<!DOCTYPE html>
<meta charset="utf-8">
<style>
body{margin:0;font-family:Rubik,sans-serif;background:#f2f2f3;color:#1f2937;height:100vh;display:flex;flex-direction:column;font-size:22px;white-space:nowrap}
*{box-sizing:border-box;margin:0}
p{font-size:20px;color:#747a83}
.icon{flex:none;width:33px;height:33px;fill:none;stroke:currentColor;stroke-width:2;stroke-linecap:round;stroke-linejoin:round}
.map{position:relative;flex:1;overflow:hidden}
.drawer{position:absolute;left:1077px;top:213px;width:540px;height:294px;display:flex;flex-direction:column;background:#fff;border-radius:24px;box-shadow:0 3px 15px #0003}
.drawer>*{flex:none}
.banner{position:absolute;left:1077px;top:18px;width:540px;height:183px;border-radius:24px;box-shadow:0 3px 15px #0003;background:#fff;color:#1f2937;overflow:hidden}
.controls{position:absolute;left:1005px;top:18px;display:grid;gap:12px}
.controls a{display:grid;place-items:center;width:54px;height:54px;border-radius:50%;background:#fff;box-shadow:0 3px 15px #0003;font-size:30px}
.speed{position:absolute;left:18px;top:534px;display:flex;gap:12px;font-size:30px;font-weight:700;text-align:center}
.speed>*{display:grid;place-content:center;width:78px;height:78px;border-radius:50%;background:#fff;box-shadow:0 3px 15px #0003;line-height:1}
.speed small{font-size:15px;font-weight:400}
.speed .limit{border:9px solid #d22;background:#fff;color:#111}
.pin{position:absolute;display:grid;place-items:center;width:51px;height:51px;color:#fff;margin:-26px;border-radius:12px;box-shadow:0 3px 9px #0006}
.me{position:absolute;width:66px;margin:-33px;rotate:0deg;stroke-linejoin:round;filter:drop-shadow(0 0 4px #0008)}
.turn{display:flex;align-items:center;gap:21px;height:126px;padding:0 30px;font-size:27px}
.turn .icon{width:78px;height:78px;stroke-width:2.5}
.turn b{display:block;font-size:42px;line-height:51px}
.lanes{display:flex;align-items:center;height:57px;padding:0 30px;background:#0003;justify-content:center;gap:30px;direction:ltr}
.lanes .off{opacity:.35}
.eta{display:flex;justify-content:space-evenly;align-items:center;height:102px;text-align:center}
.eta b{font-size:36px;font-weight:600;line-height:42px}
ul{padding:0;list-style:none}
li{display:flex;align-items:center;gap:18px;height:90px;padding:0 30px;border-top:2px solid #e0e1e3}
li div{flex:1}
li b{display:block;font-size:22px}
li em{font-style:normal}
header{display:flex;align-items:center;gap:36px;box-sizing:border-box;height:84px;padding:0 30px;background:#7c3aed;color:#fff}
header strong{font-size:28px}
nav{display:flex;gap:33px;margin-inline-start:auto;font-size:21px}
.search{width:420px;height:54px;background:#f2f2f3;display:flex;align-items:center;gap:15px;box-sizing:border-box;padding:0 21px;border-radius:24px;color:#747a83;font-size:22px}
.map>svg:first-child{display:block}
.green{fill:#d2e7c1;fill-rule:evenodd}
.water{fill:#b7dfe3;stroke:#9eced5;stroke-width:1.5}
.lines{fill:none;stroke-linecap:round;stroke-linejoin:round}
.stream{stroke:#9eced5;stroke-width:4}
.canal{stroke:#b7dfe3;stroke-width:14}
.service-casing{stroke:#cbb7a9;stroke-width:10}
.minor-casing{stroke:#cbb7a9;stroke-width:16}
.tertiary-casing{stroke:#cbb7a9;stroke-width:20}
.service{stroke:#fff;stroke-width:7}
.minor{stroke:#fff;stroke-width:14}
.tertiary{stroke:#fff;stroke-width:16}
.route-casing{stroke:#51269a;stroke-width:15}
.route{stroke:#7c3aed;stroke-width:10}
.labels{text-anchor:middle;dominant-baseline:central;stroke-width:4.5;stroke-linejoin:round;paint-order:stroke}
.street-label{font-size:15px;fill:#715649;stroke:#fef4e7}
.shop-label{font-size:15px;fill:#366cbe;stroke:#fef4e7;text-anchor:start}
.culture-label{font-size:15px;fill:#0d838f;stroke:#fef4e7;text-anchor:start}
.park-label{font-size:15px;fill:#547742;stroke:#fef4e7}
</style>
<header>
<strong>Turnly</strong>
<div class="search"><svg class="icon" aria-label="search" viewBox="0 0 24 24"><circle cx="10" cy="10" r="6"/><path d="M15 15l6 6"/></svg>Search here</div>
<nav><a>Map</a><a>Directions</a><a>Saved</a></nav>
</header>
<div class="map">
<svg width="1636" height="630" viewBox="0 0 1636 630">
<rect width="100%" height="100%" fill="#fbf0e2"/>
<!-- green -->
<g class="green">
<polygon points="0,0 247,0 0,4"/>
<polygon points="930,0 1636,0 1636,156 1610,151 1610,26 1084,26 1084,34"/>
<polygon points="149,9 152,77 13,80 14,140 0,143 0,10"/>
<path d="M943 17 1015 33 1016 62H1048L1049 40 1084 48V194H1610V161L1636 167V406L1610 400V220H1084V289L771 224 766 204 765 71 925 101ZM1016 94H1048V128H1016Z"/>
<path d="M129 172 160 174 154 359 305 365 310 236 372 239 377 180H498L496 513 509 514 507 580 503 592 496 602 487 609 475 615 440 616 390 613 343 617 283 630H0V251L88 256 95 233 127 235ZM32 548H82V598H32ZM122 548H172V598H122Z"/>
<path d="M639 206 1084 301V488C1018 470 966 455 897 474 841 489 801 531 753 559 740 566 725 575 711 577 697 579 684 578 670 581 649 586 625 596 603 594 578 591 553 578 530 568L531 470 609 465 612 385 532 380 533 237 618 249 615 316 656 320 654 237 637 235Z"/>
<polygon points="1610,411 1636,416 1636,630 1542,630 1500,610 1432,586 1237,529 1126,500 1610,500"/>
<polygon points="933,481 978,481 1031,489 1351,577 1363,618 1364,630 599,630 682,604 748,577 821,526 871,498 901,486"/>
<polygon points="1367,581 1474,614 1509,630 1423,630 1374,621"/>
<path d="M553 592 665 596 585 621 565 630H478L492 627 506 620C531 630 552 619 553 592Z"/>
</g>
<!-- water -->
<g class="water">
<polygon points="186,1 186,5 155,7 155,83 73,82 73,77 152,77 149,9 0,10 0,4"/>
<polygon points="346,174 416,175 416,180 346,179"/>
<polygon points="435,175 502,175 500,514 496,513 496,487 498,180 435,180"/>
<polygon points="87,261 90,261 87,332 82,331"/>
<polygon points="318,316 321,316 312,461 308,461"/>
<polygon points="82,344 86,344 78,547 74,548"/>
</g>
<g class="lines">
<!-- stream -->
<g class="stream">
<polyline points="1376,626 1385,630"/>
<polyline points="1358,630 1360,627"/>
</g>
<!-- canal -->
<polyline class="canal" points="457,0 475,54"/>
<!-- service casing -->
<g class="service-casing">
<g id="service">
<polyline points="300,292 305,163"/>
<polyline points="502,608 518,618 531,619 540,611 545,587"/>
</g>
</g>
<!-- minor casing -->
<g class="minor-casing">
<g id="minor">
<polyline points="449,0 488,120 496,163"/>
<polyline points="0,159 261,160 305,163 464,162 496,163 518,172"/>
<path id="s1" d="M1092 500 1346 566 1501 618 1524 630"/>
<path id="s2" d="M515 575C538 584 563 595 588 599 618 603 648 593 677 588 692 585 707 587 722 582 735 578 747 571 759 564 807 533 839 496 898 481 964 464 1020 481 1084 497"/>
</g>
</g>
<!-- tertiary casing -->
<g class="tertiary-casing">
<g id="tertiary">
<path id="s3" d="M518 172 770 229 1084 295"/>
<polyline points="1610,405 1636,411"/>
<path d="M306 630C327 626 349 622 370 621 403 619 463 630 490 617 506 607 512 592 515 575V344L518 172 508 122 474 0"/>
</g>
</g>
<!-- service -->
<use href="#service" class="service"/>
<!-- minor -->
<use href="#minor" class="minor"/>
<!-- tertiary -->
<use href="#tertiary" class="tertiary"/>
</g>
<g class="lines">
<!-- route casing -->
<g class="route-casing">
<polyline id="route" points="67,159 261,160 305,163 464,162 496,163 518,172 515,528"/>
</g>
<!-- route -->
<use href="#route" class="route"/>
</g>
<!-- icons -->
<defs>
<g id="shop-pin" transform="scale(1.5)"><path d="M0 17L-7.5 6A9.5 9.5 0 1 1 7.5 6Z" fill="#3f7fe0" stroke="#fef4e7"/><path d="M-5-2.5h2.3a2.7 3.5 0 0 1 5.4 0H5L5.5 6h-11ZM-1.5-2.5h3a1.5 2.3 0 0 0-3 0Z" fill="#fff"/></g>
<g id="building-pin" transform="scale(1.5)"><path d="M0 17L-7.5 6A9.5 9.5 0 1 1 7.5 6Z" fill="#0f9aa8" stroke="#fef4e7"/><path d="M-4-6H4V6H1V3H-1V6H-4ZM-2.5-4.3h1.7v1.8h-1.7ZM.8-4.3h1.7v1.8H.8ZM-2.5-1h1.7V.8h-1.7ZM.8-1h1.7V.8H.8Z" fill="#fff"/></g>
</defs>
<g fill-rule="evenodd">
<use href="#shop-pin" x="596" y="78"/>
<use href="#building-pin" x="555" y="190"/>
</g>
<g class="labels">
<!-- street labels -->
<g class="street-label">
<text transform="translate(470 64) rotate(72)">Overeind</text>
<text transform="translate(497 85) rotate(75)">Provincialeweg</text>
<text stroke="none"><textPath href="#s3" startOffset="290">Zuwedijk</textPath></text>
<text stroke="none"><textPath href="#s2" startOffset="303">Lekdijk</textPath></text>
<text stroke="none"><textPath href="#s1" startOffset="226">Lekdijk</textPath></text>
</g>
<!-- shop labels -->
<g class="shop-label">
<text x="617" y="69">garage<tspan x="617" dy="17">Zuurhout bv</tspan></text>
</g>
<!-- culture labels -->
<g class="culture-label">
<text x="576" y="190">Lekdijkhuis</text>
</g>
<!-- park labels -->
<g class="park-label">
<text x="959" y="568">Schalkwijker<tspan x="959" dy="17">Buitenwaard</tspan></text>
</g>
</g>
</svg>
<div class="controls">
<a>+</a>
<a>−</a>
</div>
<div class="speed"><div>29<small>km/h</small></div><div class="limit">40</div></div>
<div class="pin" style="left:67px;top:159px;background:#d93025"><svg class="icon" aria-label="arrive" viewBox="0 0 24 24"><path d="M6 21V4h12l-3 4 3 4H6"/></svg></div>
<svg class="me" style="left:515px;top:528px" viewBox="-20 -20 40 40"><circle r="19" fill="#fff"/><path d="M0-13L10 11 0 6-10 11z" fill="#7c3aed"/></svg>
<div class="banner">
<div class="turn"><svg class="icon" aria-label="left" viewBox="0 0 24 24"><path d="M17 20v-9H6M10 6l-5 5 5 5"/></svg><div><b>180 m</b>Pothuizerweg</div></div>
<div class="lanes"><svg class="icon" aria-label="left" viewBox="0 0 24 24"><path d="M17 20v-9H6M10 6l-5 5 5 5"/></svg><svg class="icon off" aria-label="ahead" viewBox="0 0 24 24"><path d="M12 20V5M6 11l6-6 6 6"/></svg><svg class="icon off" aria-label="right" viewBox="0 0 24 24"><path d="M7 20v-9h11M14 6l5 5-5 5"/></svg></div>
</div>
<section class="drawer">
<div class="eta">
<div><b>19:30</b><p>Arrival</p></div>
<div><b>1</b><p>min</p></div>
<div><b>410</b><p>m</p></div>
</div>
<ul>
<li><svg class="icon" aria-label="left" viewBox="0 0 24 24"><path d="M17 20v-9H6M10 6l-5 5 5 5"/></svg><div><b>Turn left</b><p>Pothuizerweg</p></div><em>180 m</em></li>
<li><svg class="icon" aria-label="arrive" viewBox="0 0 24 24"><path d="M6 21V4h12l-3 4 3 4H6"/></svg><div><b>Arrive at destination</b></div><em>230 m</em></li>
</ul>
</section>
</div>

******************************

WORK TO BE COMPLETED
Lines above holding "hidden": give their count, nothing more.

YOUR RESPONSE
2